Methods for modal extensions of DLs are discussed and the reference language for the ontology is OWL (thus with a DL based semantics): however, it is not clear how the proposed ontology can be used in combination with such semantics or, in general, by combining (OWL) knowledge from other ontology-based KBs.
Relation of the representation with the OWL semantics should be provided precisely: for example, it is mentioned the closed world assumption (CWA) as an option for reasoning with negation, but CWA is not standard in DLs and OWL (and in modal logics).

The presented representation methods in RDF are quite standard, thus from the point of view of the RDF representation, the novelty of the work is limited.
I suggest to consider also methods for representing contexts/modules in RDF/OWL for the representation of different points of view (like in the proposed example), which can be also globally inconsistent.

Given the problems noted above, the contributions of the paper are lacking in originality (with respect to the RDF representation) and the significance is not justified by a clear evaluation of the resource.

With respect to the writing and organization of the paper, there are some aspects that can be enhanced. For example, In Sec.3, in addition to the definition of Kripke models and representation methods, it would be useful to provide some example of the Kripke based semantics that could be represented with your model.
In Sec.3.2, the authors provide a short summary of modal extensions of DLs, but this is not then clearly used in the formalization and the positioning with respect to such semantics remains unclear.
Sec.3.3 could be enhanced by using some example of the presented modelling methods: however, this section can be reduced to a discussion of the alternative methods and presented after the actual formalization of the PWKSO model (and so, Sec.4.1 would be redundant).
Similarly for Sec.5, when explaining the possible ways of modelling accessibility relations.
In Sec.6, the complete listing of the PWKSO ontology is redundant (since the ontology is provided as an external resource): having an explanation of its elements is sufficient.

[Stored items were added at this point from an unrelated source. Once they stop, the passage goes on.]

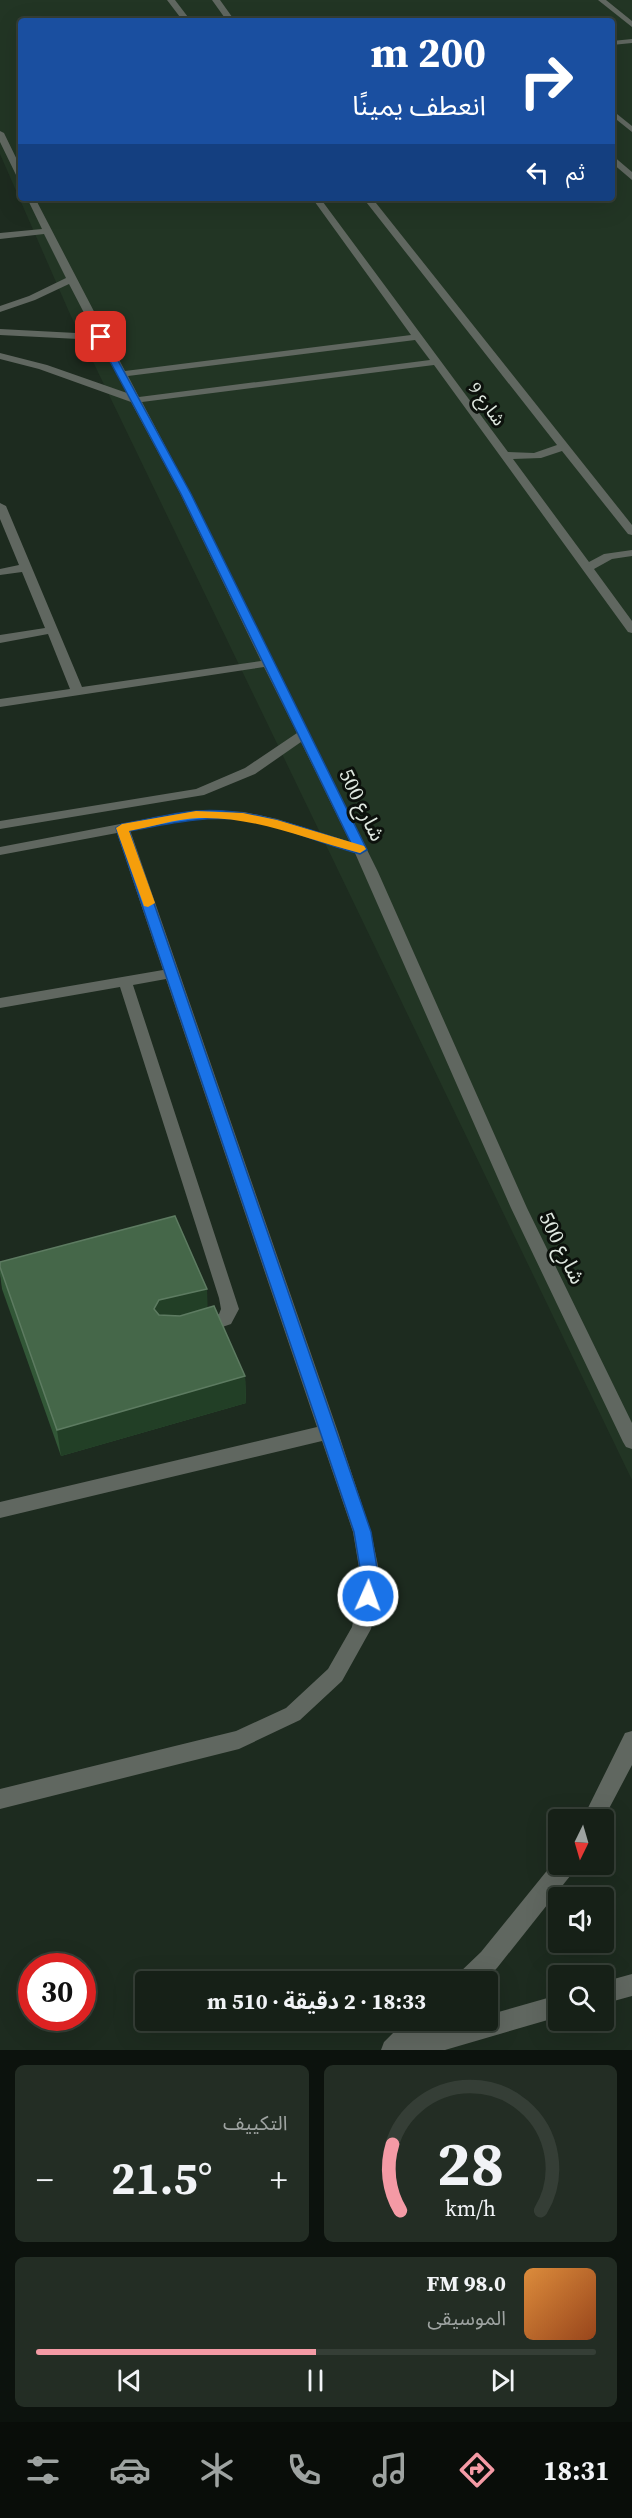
<!DOCTYPE html>
<html lang="ar">
<head>
<meta charset="utf-8">
<style>
  :root { --surface:#162017; --page:#232d24; --text:#f1f3f6; --muted:#9ea3a1; --line:#353e36; --accent:#f49aa5 }
  body { margin:0; font-family:"Source Serif 4","Noto Sans Arabic",serif; background:var(--page); color:var(--text); direction:rtl; height:100vh; display:flex; flex-direction:column; font-size:22px; white-space:nowrap }
  * { box-sizing:border-box; margin:0 }
  p { font-size:20px; color:var(--muted) }
  .icon { flex:none; width:33px; height:33px; fill:none; stroke:currentColor; stroke-width:2; stroke-linecap:round; stroke-linejoin:round }
  .map { position:relative; height:2050px; overflow:hidden; direction:ltr }
  .details { display:flex; flex-direction:column; gap:15px; padding:15px; background:#0c120d; flex:1 }
  .details>* { flex:none }
  .hud { position:absolute; left:18px; top:18px; width:597px; height:183px; border-radius:6px; box-shadow:0 6px 24px #0002,0 0 0 2px var(--line); direction:rtl; background:#1a4fa0; color:#fff; overflow:hidden }
  .needle { width:39px; rotate:185deg }
  .controls { position:absolute; left:548px; top:1809px; display:grid; gap:12px }
  .controls a { display:grid; place-items:center; width:66px; height:66px; border-radius:6px; background:var(--surface); box-shadow:0 6px 24px #0002,0 0 0 2px var(--line); font-size:30px }
  .speed { position:absolute; left:18px; top:1953px; display:flex; gap:12px; font-size:30px; font-weight:700; text-align:center }
  .speed>* { display:grid; place-content:center; width:78px; height:78px; border-radius:50%; background:var(--surface); box-shadow:0 6px 24px #0002,0 0 0 2px var(--line); line-height:1 }
  .speed .limit { border:9px solid #d22; background:#fff; color:#111 }
  .pin { position:absolute; display:grid; place-items:center; width:51px; height:51px; color:#fff; margin:-26px; border-radius:12px; box-shadow:0 3px 9px #0006 }
  .me { position:absolute; width:66px; margin:-33px; rotate:2deg; stroke-linejoin:round; filter:drop-shadow(0 0 4px #0008) }
  .turn { display:flex; align-items:center; gap:21px; height:126px; padding:0 30px; font-size:27px }
  .turn .icon { width:78px; height:78px; stroke-width:2.5 }
  .turn b { display:block; font-size:42px; line-height:51px }
  .then { display:flex; align-items:center; height:57px; padding:0 30px; background:#0003; gap:12px; font-size:22px }
  .big { font-size:45px; font-weight:700; line-height:1.1 }
  .details .tile { flex:1; display:flex; flex-direction:column; justify-content:center; gap:9px; min-width:0; padding:0 21px; border-radius:9px; background:var(--page) }
  .details .dial { align-items:center; gap:0 }
  .dial svg { height:156px; overflow:visible; fill:none; stroke:var(--line); stroke-width:7; stroke-linecap:round; text-anchor:middle }
  .dial text { fill:var(--text); stroke:none }
  .song { display:flex; align-items:center; gap:18px }
  .cover { width:72px; height:72px; border-radius:9px; background:linear-gradient(135deg,hsl(30 70% 55%),hsl(20 70% 35%)) }
  .played { height:6px; border-radius:3px; background:linear-gradient(90deg,var(--accent) 50%,var(--line) 50%) }
  .keys { display:flex; justify-content:space-around; direction:ltr }
  .heat { display:flex; justify-content:space-between; align-items:center; font-size:33px; direction:ltr }
  .details .tiles { flex:1; display:grid; gap:15px; grid-template-columns:1fr 1fr }
  .tile:last-child { grid-column:span 2 }
  .trip { position:absolute; left:135px; top:1971px; width:363px; height:60px; border-radius:6px; background:var(--surface); box-shadow:0 6px 24px #0002,0 0 0 2px var(--line); font-weight:700; line-height:60px; text-align:center; direction:rtl }
  .dock { display:flex; height:96px; justify-content:space-around; align-items:center; background:#090d09; color:var(--muted) }
  .dock .icon { width:42px; height:42px }
  .dock .active { color:var(--accent) }
  .dock b { font-size:27px; color:var(--text) }
  .map>svg:first-child { display:block }
  .built { fill:#223524; fill-rule:evenodd }
  .lines { fill:none; stroke-linecap:round; stroke-linejoin:round }
  .minor { fill:#606760; fill-rule:evenodd }
  .wall { fill:#325737 }
  .shaded-wall { fill:#223f26 }
  .building { fill:#456749; stroke:#5d7b61; stroke-width:1.5 }
  .route { fill:#1a73e8; stroke:#114b97; stroke-width:1.5 }
  .slow { fill:#f59e0b }
  .labels { text-anchor:middle; stroke-width:6; stroke-linejoin:round; paint-order:stroke }
  .far-street-label { font-size:18px; fill:#e0e9e1; stroke:#0c110c }
  .street-label { font-size:21px; fill:#e0e9e1; stroke:#0c110c }
</style>
</head>
<body>
<div class="map">
<svg width="632" height="2050" viewBox="0 0 632 2050">
  <rect width="100%" height="100%" fill="#1d2b1f"/>
  <!-- built -->
  <path class="built" d="M0,0H632V1480L70,314L0,154ZM21,21H612V198H21Z"/>
  <g class="lines">
    <!-- minor -->
    <path class="minor" d="M167,0H175L191,21H183Z
      M212,0H220L235,21H227Z
      M598,0H606L632,21V27Z
      M632,39V43L612,45V41Z
      M612,110L632,126V132L612,116Z
      M0,131L4,133L21,168V180L17,177L0,142Z
      M612,155L632,172V180L612,163Z
      M27,198H35L125,371L411,335L312,198H320L508,452L534,453L557,445L363,198H372L632,525V535L628,534L562,451L541,458L513,459L589,562L604,554L632,550V556L612,559L594,569L632,621V633L628,632L434,365L142,402L190,493L378,872L527,1208L632,1423V1449L626,1447L623,1442L511,1208L355,853C307,837 258,815 207,818C181,820 155,825 130,830L338,1432L371,1532L381,1580L371,1629L342,1681L300,1720L239,1749L0,1809V1789L236,1731L286,1708L328,1669L352,1627L361,1580L353,1532L322,1441L0,1518V1502L317,1427L166,979L133,985L239,1309L231,1324L202,1334L196,1332L193,1327L196,1322L219,1314L221,1309L219,1298L120,987L0,1008V998L163,970L117,833L0,855V847L162,816L208,810L244,812L277,819L350,842L301,742L255,774L204,795L0,829V821L196,789L245,768L297,733L264,667L0,707V699L70,689L48,634L0,643V635L45,628L22,572L0,575V569L19,565L0,519V503L6,506L82,687L261,661L180,493L131,402L39,369L0,359V353L47,365L127,393L98,340L0,335V329L95,334L69,284L35,300L0,312V306L29,296L66,278L44,234L0,239V233L42,229ZM415,340L430,360L139,397L128,376Z
      M632,1731V1765L603,1820H582L625,1733Z
      M558,1857V1864H577L574,1871L497,1968L483,1982H455L458,1974L481,1952Z
      M632,1974V1996L603,2004V1982Z
      M558,1995V2017L445,2050H381L384,2042L406,2020H434L426,2032L468,2020H488V2015Z"/>
  </g>
  <!-- wall -->
  <path class="wall" d="M0,1262L208,1308L245,1376L246,1403L61,1456L2,1289L0,1274Z"/>
  <!-- shaded-wall -->
  <path class="shaded-wall" d="M207,1289L208,1316L160,1327L154,1309L159,1300Z
    M245,1376L246,1403L61,1456L57,1430Z"/>
  <!-- building -->
  <path class="building" d="M175,1216L207,1289L159,1300L154,1309L159,1315L180,1316L214,1306L245,1376L57,1430L0,1267V1262Z"/>
  <!-- route -->
  <path class="route" d="M98,335L105,337L191,494L367,850L360,854C321,844 285,826 244,820C205,815 168,824 129,831L371,1532L379,1580L374,1602L368,1604L361,1602L359,1596L362,1580L354,1532L116,828L122,824C146,820 172,813 196,811C250,807 301,827 351,843L181,494L97,337Z"/>
  <!-- slow -->
  <path class="slow" d="M196,811L243,813L277,820L364,846L366,849L360,853C305,839 255,816 198,818C175,819 151,827 129,831L155,903L148,907L144,906L116,828L122,824Z"/>
  <g class="labels">
    <!-- far-street labels -->
    <g class="far-street-label">
      <text transform="translate(487 404) rotate(54)" y="6">شارع 9</text>
    </g>
    <!-- street labels -->
    <g class="street-label">
      <text transform="translate(362 805) rotate(64)" y="7">شارع 500</text>
      <text transform="translate(562 1248) rotate(64)" y="7">شارع 500</text>
    </g>
  </g>
</svg>
<div class="controls">
<a><svg class="needle" viewBox="-14 -14 28 28"><path d="M0-13l5 13h-10z" fill="#e53935"/><path d="M0 13l5-13h-10z" fill="#9ea3a1"/></svg></a>
<a><svg class="icon" aria-label="sound" viewBox="0 0 24 24"><path d="M4 9h4l5-4v14l-5-4H4zM17 9q2 3 0 6"/></svg></a>
<a><svg class="icon" aria-label="search" viewBox="0 0 24 24"><circle cx="10" cy="10" r="6"/><path d="M15 15l6 6"/></svg></a>
</div>
<div class="speed"><div class="limit">30</div></div>
<div class="pin" style="left:101px;top:337px;background:#d93025"><svg class="icon" aria-label="arrive" viewBox="0 0 24 24"><path d="M6 21V4h12l-3 4 3 4H6"/></svg></div>
<svg class="me" style="left:368px;top:1596px" viewBox="-20 -20 40 40"><circle r="17" fill="#1a73e8" stroke="#fff" stroke-width="3"/><path d="M0-11L8 9 0 5-8 9z" fill="#fff"/></svg>
<div class="trip">18:33 · 2 دقيقة · 510 m</div>
<div class="hud">
<div class="turn"><svg class="icon" aria-label="right" viewBox="0 0 24 24"><path d="M7 20v-9h11M14 6l5 5-5 5"/></svg><div><b>200 m</b>انعطف يمينًا</div></div>
<div class="then">ثم<svg class="icon" aria-label="left" viewBox="0 0 24 24"><path d="M17 20v-9H6M10 6l-5 5 5 5"/></svg></div>
</div>
</div>
<section class="details">
<div class="tiles">
<div class="tile dial"><svg viewBox="0 0 100 80">
<path d="M14 69A42 42 0 1 1 86 69"/>
<path d="M14 69A42 42 0 0 1 10 35" stroke="#f49aa5"/>
<text x="50" y="56" font-size="32" font-weight="700">28</text>
<text x="50" y="72" font-size="11">km/h</text>
</svg></div>
<div class="tile"><p>التكييف</p>
<div class="heat"><a>−</a><b class="big">21.5°</b><a>+</a></div>
</div>
<div class="tile">
<div class="song"><i class="cover"></i><div><b>98.0 FM</b><p>الموسيقى</p></div></div>
<div class="played"></div>
<div class="keys"><svg class="icon" aria-label="previous" viewBox="0 0 24 24"><path d="M18 5L8 12l10 7zM5 5v14"/></svg><svg class="icon" aria-label="pause" viewBox="0 0 24 24"><path d="M8 5v14M16 5v14"/></svg><svg class="icon" aria-label="next" viewBox="0 0 24 24"><path d="M6 5l10 7-10 7zM19 5v14"/></svg></div>
</div>
</div>
</section>
<nav class="dock">
<b>18:31</b>
<svg class="icon active" aria-label="directions" viewBox="0 0 24 24"><path d="M12 3l9 9-9 9-9-9zM9 14v-3h6M13 9l2 2-2 2"/></svg>
<svg class="icon" aria-label="music" viewBox="0 0 24 24"><path d="M9 18V5l10-2v13"/><circle cx="6" cy="18" r="3"/><circle cx="16" cy="16" r="3"/></svg>
<svg class="icon" aria-label="phone" viewBox="0 0 24 24"><path d="M5 4h4l2 5-3 2q2 4 5 5l2-3 5 2v4C11 20 4 13 5 4z"/></svg>
<svg class="icon" aria-label="climate" viewBox="0 0 24 24"><path d="M12 3v18M4 7l16 10M4 17L20 7"/></svg>
<svg class="icon" aria-label="car" viewBox="0 0 24 24"><path d="M5 17H2v-5l4-1 3-4h7l3 4 3 1v5h-3M9 17h6M6 11h13"/><circle cx="7" cy="17" r="2"/><circle cx="17" cy="17" r="2"/></svg>
<svg class="icon" aria-label="filters" viewBox="0 0 24 24"><path d="M4 7h16M4 17h16"/><circle cx="9" cy="7" r="2"/><circle cx="15" cy="17" r="2"/></svg>
</nav>
</body>
</html>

With respect to the data under "Long-term stable URL for resources":
- the organization of files is not supported by a README explaining their contents (the ontology documentation is an OwlDocGen generated HTML file).
- the complete ontology is provided as a single TTL file.
- the repository is a standard Zenodo repository, thus appropriate for long-term archival.
- the contents of the repository are complete, but more contents (like an implementation of the examples in the paper as a demonstration of the ontology use) could be included.